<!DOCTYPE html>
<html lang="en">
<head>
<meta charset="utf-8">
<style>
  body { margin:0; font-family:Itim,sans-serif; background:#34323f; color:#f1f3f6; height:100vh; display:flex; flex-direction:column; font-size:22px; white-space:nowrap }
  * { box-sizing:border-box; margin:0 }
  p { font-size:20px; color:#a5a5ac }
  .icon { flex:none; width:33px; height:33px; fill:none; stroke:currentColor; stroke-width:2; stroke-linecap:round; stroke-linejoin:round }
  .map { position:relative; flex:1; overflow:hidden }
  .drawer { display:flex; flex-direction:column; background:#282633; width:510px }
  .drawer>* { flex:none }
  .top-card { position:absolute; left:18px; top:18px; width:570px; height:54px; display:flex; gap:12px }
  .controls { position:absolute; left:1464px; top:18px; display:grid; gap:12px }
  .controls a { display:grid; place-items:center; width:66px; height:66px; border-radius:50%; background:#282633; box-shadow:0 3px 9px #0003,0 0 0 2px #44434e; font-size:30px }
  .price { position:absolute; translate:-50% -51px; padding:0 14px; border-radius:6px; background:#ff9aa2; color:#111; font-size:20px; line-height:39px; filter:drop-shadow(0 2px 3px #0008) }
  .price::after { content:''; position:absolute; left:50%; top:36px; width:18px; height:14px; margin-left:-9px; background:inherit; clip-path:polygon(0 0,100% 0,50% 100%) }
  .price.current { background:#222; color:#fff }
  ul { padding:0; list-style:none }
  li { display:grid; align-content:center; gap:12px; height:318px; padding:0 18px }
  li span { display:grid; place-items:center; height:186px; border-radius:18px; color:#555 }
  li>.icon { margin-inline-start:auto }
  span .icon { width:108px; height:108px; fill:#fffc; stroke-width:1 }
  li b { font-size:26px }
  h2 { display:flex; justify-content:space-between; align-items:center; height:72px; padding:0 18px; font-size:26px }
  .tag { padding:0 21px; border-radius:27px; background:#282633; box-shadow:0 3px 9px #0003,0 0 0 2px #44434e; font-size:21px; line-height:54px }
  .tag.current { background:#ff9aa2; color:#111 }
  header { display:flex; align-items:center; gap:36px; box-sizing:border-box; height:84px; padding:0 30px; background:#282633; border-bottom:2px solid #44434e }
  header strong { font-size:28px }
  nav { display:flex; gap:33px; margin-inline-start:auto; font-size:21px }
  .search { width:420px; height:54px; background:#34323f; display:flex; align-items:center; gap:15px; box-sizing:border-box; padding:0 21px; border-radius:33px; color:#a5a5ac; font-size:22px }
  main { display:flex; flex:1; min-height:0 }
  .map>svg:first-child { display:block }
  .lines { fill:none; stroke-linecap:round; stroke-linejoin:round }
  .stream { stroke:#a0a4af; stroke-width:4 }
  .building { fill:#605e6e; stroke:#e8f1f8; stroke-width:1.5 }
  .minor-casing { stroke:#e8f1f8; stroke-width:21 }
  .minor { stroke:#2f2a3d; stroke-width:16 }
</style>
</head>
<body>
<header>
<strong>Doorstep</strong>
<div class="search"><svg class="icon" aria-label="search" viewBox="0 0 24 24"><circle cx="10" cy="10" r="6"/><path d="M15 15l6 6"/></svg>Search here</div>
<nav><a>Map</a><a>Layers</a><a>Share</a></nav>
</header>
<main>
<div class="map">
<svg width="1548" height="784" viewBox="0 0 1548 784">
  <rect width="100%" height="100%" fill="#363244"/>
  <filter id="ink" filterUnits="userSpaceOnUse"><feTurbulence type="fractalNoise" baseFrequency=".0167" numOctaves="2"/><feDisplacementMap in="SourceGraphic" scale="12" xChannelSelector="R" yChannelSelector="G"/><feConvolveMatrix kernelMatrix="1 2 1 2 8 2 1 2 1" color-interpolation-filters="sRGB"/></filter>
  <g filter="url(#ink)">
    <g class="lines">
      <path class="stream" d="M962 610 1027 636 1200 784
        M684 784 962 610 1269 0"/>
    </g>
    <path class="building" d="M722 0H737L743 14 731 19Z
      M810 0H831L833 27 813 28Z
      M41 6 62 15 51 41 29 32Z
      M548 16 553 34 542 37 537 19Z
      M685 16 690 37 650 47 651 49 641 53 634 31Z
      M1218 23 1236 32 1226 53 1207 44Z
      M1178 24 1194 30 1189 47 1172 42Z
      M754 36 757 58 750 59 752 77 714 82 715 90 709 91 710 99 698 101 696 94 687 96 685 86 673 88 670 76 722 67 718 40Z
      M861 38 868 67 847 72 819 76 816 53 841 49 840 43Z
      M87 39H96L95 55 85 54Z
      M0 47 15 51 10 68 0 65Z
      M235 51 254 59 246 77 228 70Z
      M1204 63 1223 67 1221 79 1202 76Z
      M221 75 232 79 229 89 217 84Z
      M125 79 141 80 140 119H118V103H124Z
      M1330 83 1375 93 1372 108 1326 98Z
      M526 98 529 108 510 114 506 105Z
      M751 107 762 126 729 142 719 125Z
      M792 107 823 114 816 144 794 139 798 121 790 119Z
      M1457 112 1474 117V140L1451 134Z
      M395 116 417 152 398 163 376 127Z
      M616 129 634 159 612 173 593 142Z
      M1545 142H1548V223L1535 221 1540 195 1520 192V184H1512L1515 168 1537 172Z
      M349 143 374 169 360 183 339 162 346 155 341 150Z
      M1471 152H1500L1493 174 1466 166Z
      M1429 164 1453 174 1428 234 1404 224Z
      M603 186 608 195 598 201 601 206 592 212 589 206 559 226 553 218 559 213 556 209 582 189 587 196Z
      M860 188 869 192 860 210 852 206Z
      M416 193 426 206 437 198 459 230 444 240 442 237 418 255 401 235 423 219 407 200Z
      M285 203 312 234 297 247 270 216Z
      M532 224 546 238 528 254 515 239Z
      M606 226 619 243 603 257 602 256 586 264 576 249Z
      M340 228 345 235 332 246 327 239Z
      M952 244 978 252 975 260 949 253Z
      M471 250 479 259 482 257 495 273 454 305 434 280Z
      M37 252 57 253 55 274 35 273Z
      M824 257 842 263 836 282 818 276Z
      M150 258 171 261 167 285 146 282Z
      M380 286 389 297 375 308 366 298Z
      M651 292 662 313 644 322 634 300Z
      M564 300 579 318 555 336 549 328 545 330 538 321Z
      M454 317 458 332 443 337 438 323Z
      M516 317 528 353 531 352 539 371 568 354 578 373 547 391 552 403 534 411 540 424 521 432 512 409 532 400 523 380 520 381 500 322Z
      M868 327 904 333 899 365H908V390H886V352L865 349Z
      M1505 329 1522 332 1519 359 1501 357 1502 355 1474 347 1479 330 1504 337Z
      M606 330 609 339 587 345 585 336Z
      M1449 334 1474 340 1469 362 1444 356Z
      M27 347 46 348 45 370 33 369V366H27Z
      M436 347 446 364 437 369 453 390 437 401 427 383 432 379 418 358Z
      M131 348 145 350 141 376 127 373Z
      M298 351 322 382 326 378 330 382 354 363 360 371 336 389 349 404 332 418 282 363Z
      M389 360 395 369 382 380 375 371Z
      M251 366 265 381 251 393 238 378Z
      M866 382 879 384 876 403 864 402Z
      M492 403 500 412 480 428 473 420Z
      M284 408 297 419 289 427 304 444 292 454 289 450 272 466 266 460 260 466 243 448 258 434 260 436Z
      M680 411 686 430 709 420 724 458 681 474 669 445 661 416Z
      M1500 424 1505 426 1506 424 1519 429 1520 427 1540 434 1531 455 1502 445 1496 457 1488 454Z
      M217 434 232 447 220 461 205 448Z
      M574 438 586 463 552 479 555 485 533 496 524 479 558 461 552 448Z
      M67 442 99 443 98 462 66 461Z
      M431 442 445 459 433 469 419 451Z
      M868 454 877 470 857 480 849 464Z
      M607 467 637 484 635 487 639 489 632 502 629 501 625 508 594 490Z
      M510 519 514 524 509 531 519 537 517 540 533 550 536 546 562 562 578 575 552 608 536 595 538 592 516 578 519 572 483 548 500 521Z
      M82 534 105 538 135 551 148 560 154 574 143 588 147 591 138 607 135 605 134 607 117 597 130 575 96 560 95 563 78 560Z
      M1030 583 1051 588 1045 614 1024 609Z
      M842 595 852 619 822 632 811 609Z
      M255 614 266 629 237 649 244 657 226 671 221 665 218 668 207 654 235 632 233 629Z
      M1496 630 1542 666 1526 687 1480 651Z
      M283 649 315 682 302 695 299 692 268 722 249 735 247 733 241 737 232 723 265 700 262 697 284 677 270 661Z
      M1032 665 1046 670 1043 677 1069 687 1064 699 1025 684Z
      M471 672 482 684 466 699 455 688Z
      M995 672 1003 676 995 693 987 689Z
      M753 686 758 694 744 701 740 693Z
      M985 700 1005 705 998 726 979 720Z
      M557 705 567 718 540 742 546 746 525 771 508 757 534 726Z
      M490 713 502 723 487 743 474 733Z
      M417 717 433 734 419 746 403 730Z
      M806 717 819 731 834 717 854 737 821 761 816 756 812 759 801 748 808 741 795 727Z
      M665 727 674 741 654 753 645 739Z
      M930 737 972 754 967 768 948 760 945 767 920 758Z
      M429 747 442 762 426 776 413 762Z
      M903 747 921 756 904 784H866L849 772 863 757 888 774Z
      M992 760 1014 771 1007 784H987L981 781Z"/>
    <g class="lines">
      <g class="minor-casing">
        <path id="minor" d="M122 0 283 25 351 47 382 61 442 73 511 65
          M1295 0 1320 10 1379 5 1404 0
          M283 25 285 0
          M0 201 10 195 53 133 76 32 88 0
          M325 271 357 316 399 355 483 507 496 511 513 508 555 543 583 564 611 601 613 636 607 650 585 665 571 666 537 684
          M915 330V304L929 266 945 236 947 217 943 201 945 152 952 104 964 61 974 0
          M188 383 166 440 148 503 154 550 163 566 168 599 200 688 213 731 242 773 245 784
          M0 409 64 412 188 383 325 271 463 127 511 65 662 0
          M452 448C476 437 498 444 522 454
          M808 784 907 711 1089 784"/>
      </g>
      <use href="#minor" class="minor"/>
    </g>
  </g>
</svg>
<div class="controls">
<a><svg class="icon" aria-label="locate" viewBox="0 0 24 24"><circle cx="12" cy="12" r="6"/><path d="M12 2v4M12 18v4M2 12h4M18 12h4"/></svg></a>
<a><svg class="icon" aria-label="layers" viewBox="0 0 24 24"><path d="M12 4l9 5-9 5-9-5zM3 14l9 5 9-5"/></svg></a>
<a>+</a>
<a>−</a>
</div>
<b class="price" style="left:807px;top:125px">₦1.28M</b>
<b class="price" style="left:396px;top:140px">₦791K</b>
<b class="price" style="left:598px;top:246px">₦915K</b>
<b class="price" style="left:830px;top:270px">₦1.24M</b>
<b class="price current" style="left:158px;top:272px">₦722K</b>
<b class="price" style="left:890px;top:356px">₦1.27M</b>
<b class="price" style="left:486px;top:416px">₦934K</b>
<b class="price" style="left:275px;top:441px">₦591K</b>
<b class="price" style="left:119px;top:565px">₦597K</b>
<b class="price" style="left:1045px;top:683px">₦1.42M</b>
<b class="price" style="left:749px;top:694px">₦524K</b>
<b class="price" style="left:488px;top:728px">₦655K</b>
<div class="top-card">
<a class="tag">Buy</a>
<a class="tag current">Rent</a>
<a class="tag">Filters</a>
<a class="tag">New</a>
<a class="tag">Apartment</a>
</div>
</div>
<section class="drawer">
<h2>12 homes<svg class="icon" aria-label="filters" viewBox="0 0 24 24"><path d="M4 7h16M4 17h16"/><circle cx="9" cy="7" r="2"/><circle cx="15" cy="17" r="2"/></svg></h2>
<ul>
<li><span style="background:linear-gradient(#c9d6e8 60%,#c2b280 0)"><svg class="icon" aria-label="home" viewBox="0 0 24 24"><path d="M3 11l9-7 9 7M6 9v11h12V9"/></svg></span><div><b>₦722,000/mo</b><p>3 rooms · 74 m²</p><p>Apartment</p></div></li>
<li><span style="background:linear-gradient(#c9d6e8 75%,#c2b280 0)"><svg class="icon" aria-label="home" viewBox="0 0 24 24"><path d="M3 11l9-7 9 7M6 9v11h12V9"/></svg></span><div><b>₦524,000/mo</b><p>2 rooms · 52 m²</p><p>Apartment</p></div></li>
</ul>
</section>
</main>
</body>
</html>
----------
## What to work on
Look through the records above for the word "controls". Report how many lines contain it, as a bare number.

## Task result
3